Generic QA System for climate data records
Developed at the normalization institute NPL (UK) with BIRA-IASB expertise for the atmospheric domain and in remote sensing metrology, the QA4ECV Quality Assurance system has been applied to the generation of multi-decadal CDRs for six pilot ECVs of the atmospheric and terrestrial domains:
- NO2
- HCHO
- CO
- surface albedo
- leaf area index
- fraction of absorbed photosynthetically active radiation
Building on international standards in metrology, terminology and system engineering, this generic QA system provides guidance on how to assure, evaluate and document ECV data quality, e.g., through traceability chains describing the data generation process, along which error propagation can be calculated to obtain uncertainty estimates.
This system contributes now to the Evaluation and Quality Control function of the Copernicus Climate Change Service (C3S) coordinated by the European Center for Medium- range Weather Forecasts (ECMWF).
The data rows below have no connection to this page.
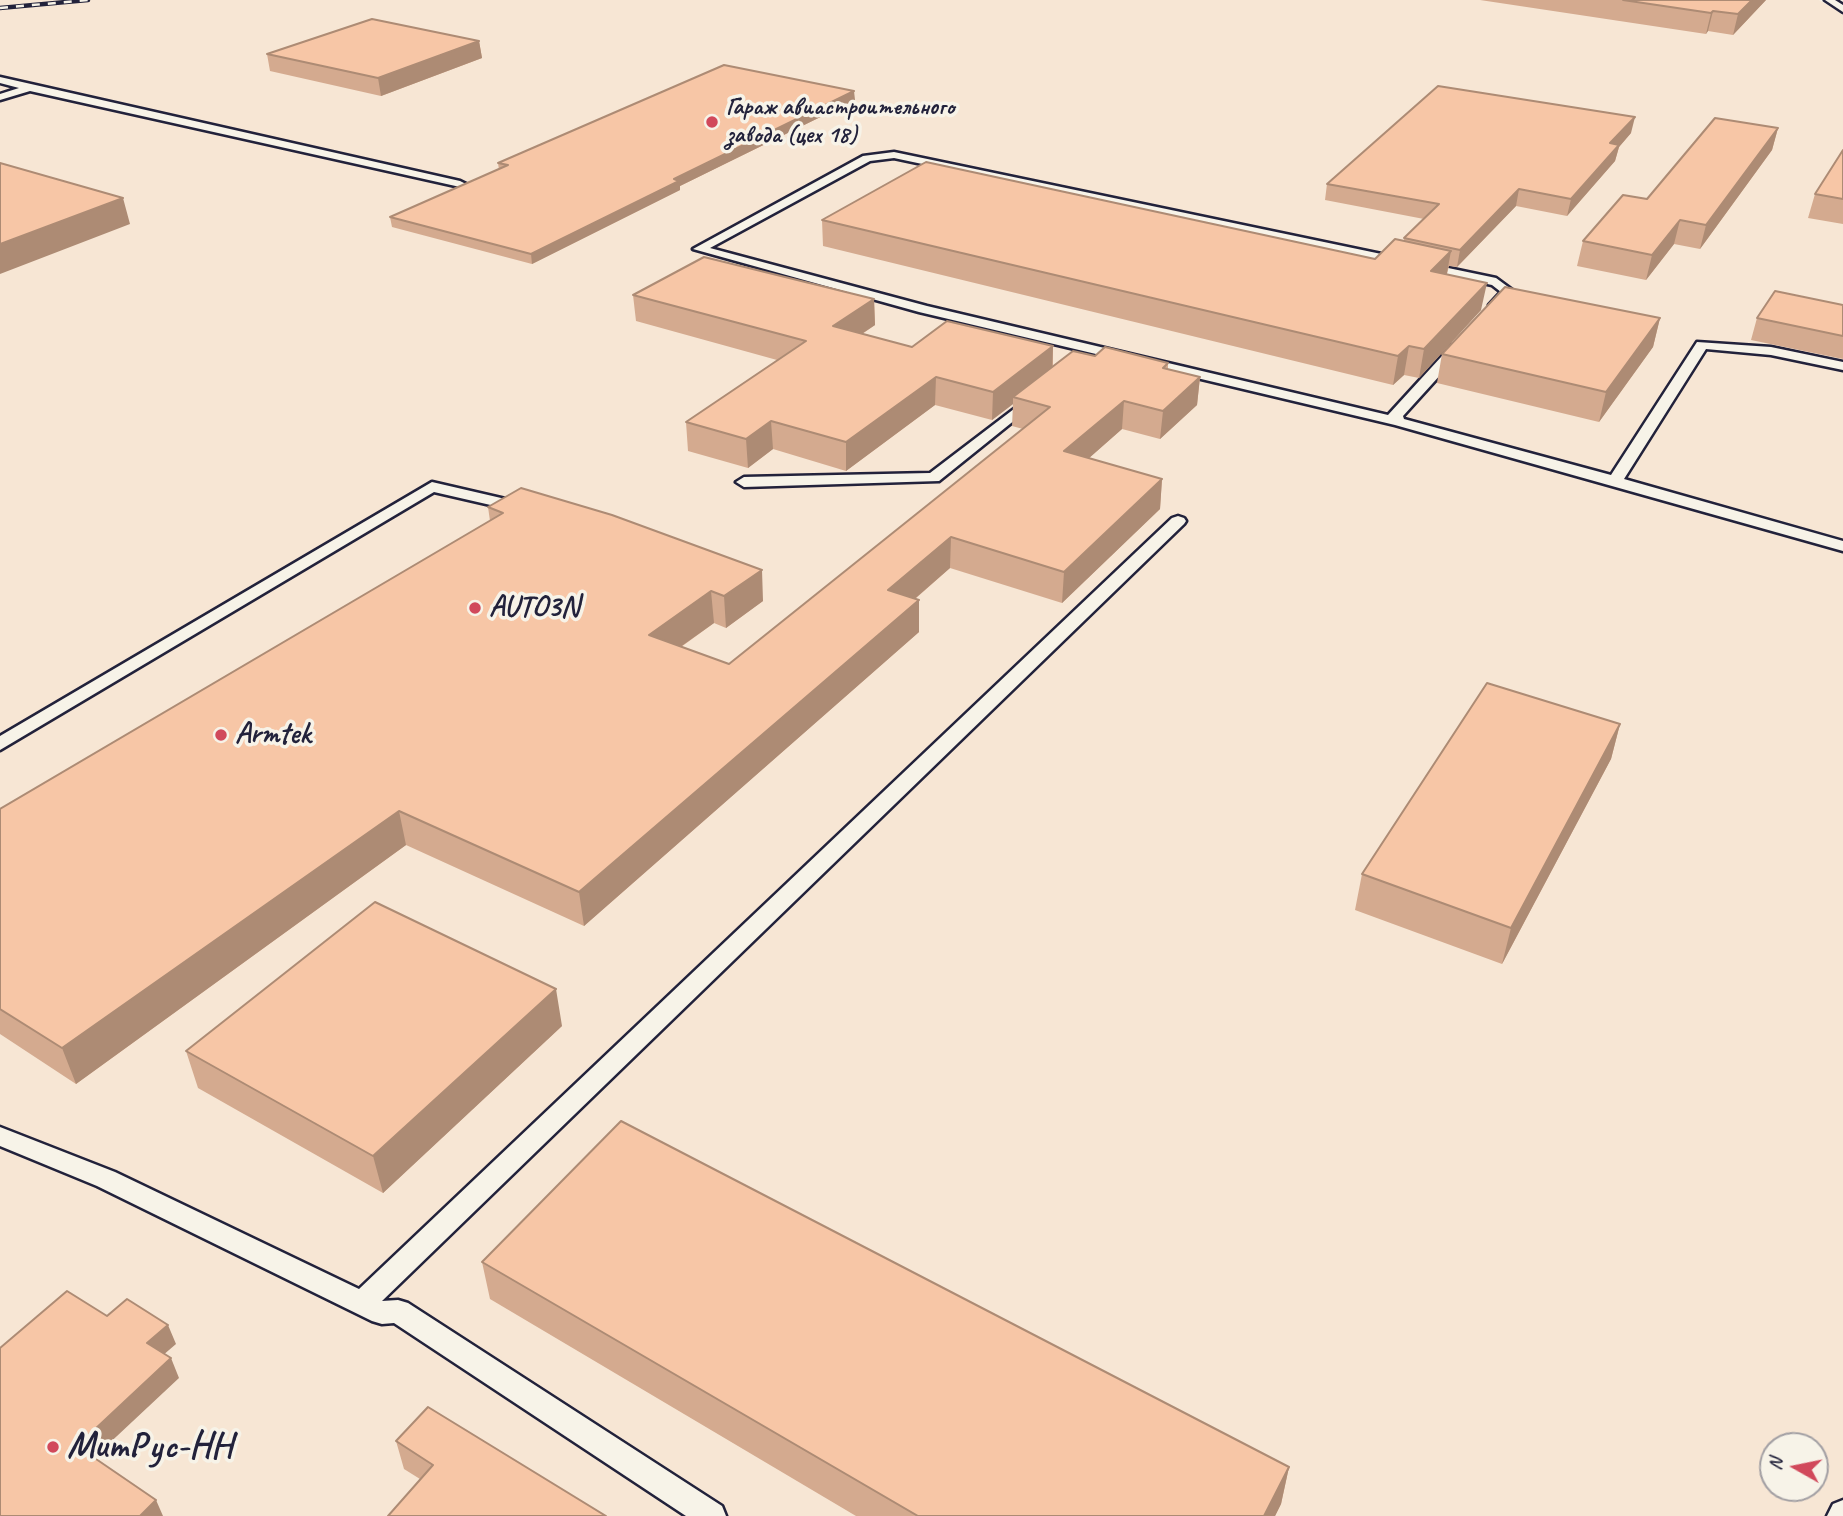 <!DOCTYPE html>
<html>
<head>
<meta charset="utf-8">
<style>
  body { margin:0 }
  #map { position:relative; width:1843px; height:1516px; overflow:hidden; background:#f7f3e8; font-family:Caveat,sans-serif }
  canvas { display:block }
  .north { position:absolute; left:1759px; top:1432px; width:70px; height:70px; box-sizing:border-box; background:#f7f3e8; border:2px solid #a29fa3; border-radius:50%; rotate:279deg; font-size:19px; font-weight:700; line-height:28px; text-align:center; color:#22223b }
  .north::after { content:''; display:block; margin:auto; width:24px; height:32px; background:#d1495b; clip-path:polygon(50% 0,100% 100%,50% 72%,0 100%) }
</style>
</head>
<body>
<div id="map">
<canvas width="1843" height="1516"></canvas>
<div class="north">N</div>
</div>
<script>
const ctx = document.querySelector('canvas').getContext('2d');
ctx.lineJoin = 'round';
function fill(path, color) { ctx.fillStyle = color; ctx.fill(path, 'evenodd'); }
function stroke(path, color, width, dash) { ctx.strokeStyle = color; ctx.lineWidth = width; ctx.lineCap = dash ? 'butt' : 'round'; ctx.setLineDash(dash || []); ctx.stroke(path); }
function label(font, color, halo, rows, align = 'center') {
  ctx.font = font + ' Caveat,sans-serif'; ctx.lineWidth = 7; ctx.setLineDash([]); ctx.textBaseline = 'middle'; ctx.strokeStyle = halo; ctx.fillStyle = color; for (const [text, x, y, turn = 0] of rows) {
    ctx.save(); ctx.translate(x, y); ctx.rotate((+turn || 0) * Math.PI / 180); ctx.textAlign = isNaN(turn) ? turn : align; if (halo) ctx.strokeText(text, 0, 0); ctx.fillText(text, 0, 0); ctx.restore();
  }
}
fill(new Path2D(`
  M 0,0 L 1819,0 L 1843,14 L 1843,1516 L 0,1516 ZM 1773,1446 L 1815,1446 L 1815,1488 L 1773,1488 Z`), '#f7e6d4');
const lane = new Path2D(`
  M 1825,0 L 1835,0 L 1843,5 L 1843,12 Z
  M 0,77 L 460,181 L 466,184 L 460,187 L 30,91 L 0,100 L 0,94 L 19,88 L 0,83 Z
  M 894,152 L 1496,278 L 1515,292 L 1501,308 L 1496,309 L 1489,305 L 1501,292 L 1492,285 L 894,158 L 870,161 L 710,248 L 927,306 L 1388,415 L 1452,345 L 1462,345 L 1462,351 L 1403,416 L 1404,419 L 1611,475 L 1697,342 L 1771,347 L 1843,362 L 1843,370 L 1771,355 L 1706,349 L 1624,479 L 1843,541 L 1843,551 L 1395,425 L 919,312 L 693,249 L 863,156 Z
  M 1031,396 L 1036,397 L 1036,403 L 939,481 L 744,487 L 736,482 L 744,477 L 930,473 Z
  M 432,482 L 527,504 L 529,507 L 521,512 L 434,492 L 0,750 L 0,736 Z
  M 1178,516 L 1184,518 L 1186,521 L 1184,524 L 382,1301 L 398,1300 L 408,1303 L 722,1506 L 726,1516 L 686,1516 L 394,1323 L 382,1324 L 372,1321 L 97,1186 L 0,1146 L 0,1127 L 115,1172 L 359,1289 L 1172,518 Z
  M 1843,1500 L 1843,1516 L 1827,1516 L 1833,1504 Z`);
stroke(lane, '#22223b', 5);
fill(lane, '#f7f3e8');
const rail = new Path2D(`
  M 0,8 L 88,0`);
stroke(rail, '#22223b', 4.5);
stroke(rail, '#f7f3e8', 2.5, [8]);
fill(new Path2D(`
  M 1480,0 L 1766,0 L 1733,35 L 1708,31 L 1706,34 Z
  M 479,41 L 482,58 L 381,96 L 270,71 L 267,54 Z
  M 855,100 L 680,186 L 680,190 L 532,264 L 392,227 L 390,217 L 499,170 L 498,163 Z
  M 1778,128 L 1772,150 L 1700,249 L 1674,244 L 1646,280 L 1577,266 L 1583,241 L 1647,199 Z
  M 1631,133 L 1619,147 L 1615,161 L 1567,216 L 1516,206 L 1457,267 L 1449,266 L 1447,274 L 1481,310 L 1419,378 L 1404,375 L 1393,385 L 823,246 L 822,220 L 1375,259 L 1404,241 L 1404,238 L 1424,219 L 1325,200 L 1327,184 Z
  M 1843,150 L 1843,224 L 1808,218 L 1815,194 Z
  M 633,295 L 874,299 L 875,325 L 862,334 L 912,347 L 1053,346 L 1053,367 L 1095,356 L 1168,363 L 1168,369 L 1200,377 L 1197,405 L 1160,439 L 1122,429 L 1089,458 L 1162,479 L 1160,509 L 1062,603 L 950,568 L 915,599 L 919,600 L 919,632 L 584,926 L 406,845 L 76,1084 L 0,1034 L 0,809 L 490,521 L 488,507 L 763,601 L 726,628 L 714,623 L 681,647 L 729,664 L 1023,429 L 1012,426 L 1013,404 L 992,420 L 935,405 L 846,471 L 773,449 L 748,468 L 688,451 L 686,422 L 777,360 L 636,321 Z
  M 1843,305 L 1843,359 L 1751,340 L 1757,318 Z
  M 1660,318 L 1653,347 L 1599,422 L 1437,383 L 1442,354 Z
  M 1620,724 L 1611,759 L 1502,964 L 1355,910 L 1362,874 Z
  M 562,1026 L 383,1193 L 198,1088 L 186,1051 Z
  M 482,1262 L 1289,1467 L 1281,1504 L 1275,1516 L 856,1516 L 490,1299 Z
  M 396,1441 L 606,1516 L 420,1479 L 404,1469 Z`), '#d4aa8f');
fill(new Path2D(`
  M 1752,0 L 1766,0 L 1733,35 L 1738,14 Z
  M 1713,11 L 1708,31 L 1706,34 L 1711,13 Z
  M 479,41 L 482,58 L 381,96 L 378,78 Z
  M 854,91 L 855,100 L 680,186 L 680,190 L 532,264 L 531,254 L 674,179 Z
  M 1635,117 L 1631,133 L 1619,147 L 1615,161 L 1567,216 L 1571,199 L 1610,143 Z
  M 1778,128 L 1772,150 L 1700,249 L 1706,225 Z
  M 1519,189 L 1516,206 L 1457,267 L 1460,250 Z
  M 123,198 L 130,224 L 0,274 L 0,244 Z
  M 1680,220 L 1674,244 L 1646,280 L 1652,255 Z
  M 1451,251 L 1446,278 L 1431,271 Z
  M 1487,283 L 1481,310 L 1419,378 L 1424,349 Z
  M 874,299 L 875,325 L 833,353 L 833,326 Z
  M 1660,318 L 1653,347 L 1599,422 L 1606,392 Z
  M 1053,346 L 1052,373 L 1013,397 L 1013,404 L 992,420 L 993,392 Z
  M 1409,346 L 1404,375 L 1393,385 L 1398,356 Z
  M 936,377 L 935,405 L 846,471 L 846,442 Z
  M 1200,377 L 1197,405 L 1160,439 L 1163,411 Z
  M 1124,401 L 1122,429 L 1063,481 L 1064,451 Z
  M 771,421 L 773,449 L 748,468 L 746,439 Z
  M 1162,479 L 1160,509 L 1062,603 L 1064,572 Z
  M 951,537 L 950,568 L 888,622 L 888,590 Z
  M 762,570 L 763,601 L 726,628 L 724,596 Z
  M 711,591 L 714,623 L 652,667 L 649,635 Z
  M 919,600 L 919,632 L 584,926 L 579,892 Z
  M 1620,724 L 1611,759 L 1502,964 L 1511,928 Z
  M 399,811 L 406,845 L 76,1084 L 62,1048 Z
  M 556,989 L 562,1026 L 383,1193 L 373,1156 Z
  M 168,1325 L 176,1344 L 155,1362 L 147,1343 Z
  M 171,1358 L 179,1378 L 86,1465 L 77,1446 Z
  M 1289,1467 L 1281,1504 L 1275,1516 L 1264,1516 Z
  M 156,1500 L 163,1516 L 140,1516 Z`), '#ad8b74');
const building = new Path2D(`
  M 1623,0 L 1752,0 L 1738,14 L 1713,11 L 1711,13 Z
  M 372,19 L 479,41 L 378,78 L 267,54 Z
  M 724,65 L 854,91 L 674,179 L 679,181 L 531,254 L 390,217 L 508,165 L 498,163 Z
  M 1438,86 L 1635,117 L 1610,143 L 1619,145 L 1571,199 L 1519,189 L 1460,250 L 1404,238 L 1439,204 L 1327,184 Z
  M 1715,118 L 1778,128 L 1706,225 L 1680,220 L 1652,255 L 1583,241 L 1623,195 L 1647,199 Z
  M 1843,150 L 1843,199 L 1815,194 Z
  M 926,162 L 1375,259 L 1395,239 L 1451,251 L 1431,271 L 1487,283 L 1424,349 L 1409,346 L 1398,356 L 822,220 Z
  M 0,163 L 123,198 L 0,244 Z
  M 704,257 L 874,299 L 833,326 L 912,347 L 947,321 L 1053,346 L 993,392 L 936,377 L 846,442 L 771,421 L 746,439 L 686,422 L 806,341 L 633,295 Z
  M 1505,287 L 1660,318 L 1606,392 L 1442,354 Z
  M 1775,291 L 1843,305 L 1843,336 L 1757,318 Z
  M 1105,347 L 1168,363 L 1163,368 L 1200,377 L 1163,411 L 1124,401 L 1064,451 L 1162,479 L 1064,572 L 951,537 L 888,590 L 919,600 L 579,892 L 399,811 L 62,1048 L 0,1009 L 0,809 L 503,513 L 488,507 L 521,488 L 612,515 L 762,570 L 724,596 L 711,591 L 649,635 L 729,664 L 1050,407 L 1013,397 L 1073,351 L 1095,356 Z
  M 1487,683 L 1620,724 L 1511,928 L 1362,874 Z
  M 375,902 L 556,989 L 373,1156 L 186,1051 Z
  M 621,1121 L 1289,1467 L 1264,1516 L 918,1516 L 482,1262 Z
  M 67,1291 L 107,1316 L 127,1299 L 168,1325 L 147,1343 L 171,1358 L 77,1446 L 156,1500 L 140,1516 L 0,1516 L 0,1348 Z
  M 428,1407 L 606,1516 L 388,1516 L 433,1465 L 396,1441 Z`);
fill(building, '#f7c6a6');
stroke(building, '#ad8b74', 2);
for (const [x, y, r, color] of [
  [712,122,7,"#d1495b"],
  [475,608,7,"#d1495b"],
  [221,735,7,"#d1495b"],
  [53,1447,7,"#d1495b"]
]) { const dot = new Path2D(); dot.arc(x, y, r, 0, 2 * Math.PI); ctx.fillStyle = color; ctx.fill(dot); stroke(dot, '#f7f3e8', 2.5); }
label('bold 24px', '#22223b', '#f7f3e8', [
  ["Гараж авиастроительного",726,108],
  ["завода (цех 18)",726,136]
], 'left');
label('bold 30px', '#22223b', '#f7f3e8', [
  ["AUTO3N",489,608],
  ["Armtek",235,735]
], 'left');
label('bold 37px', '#22223b', '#f7f3e8', [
  ["МитРус-НН",67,1447]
], 'left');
</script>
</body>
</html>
Atmospheric ECV Validation Server
As a practical and direct application for the atmospheric domain, BIRA-IASB has developed the detailed processing model for an Atmospheric ECV Validation Server, virtually applicable to any atmospheric ECV. The latter has been prototyped and applied to the validation of NO2, HCHO and CO climate data records produced from different satellites within the project.
Following this successful demonstration, the QA4ECV prototype has been approved by the European Space Agency for implementation in the operational validation facility of its Mission Performance Centre for the Sentinel-5p TROPOMI mission, the first atmospheric Sentinel of EU’s Earth Observation programme Copernicus.